3. Rotational displacement type and fracture-dislocation type: Closed reduction is adopted. Based on the X-ray, identify the orientation of the fracture fragment. Position the elbow in varus and the forearm in supination. Use fingers to first correct the rotational displacement of the fragment, then push it back into the joint for reduction. If accompanied by lateral or posterior elbow dislocation, simultaneous reduction is required. Alternatively, push the fragment posteriorly first, correct the rotation, and then push it back into the joint for reduction. The immobilization method and duration are the same as for the lateral displacement type.

If closed reduction fails, open reduction should be performed to correct the rotational displacement of the fracture fragment. Preserve the soft tissue attached to the fragment as much as possible to avoid avascular necrosis. Fix with two Kirschner wires, and postoperatively immobilize with a plaster splint for 4–6 weeks. Remove the wires and external fixation, then begin elbow joint mobilization.

4. Old fractures: Surgery is generally not recommended. For fractures within 3 months with significant displacement and nonunion, Beijing Jishuitan Hospital adopts open reduction and internal fixation. As long as intraoperative reduction is satisfactory and internal fixation is stable, combined with active postoperative functional exercises, most patients can still achieve good outcomes.

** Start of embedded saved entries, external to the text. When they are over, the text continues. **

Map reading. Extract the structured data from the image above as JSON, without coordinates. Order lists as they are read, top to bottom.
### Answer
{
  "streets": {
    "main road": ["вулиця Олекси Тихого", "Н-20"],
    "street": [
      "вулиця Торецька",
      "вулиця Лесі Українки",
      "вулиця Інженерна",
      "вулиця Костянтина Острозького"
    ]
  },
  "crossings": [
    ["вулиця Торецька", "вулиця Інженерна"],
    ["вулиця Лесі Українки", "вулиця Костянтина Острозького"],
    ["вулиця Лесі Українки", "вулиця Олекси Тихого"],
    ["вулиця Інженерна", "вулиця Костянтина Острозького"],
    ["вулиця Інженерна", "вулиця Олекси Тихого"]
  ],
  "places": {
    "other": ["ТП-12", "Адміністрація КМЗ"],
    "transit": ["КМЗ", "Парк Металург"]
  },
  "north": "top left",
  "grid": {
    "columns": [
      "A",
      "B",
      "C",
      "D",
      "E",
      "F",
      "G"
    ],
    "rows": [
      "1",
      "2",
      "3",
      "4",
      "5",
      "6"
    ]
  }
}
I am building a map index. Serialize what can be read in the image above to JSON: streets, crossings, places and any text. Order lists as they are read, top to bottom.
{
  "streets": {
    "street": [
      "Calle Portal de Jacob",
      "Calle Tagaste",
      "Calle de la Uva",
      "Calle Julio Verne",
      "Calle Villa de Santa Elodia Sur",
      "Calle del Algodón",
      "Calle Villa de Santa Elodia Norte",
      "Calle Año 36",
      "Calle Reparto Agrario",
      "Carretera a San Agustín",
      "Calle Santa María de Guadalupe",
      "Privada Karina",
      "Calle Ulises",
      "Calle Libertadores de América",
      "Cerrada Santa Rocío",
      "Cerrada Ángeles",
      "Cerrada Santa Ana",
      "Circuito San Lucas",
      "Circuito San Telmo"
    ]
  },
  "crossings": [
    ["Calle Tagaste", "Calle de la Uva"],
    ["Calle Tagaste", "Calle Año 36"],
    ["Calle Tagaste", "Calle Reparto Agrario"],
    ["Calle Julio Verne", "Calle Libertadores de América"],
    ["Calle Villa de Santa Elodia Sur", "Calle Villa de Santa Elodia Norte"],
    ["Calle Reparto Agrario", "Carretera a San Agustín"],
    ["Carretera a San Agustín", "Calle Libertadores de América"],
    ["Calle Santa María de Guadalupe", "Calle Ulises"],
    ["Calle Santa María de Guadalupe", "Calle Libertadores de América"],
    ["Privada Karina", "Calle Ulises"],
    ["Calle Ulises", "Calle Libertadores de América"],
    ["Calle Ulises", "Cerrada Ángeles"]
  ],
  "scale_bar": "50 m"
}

Even if the elbow joint is stiff preoperatively, partial functional improvement can still be obtained postoperatively.

bubble_chart Complications

1. Cubitus valgus: Deformity caused by injury to the lateral epiphyseal cartilage plate of the distal humerus after trauma, which may lead to premature closure. This results in uneven development of the distal humerus, causing cubitus valgus and a fishtail-like deformity of the distal humerus. For severe cases, osteotomy may be performed for correction.
2. Ulnar neuritis or paralysis: Due to traction from cubitus valgus deformity or impingement of the ulnar nerve by the olecranon, ulnar neuritis may occur. Once detected, the ulnar nerve should be transposed early to prevent paralysis.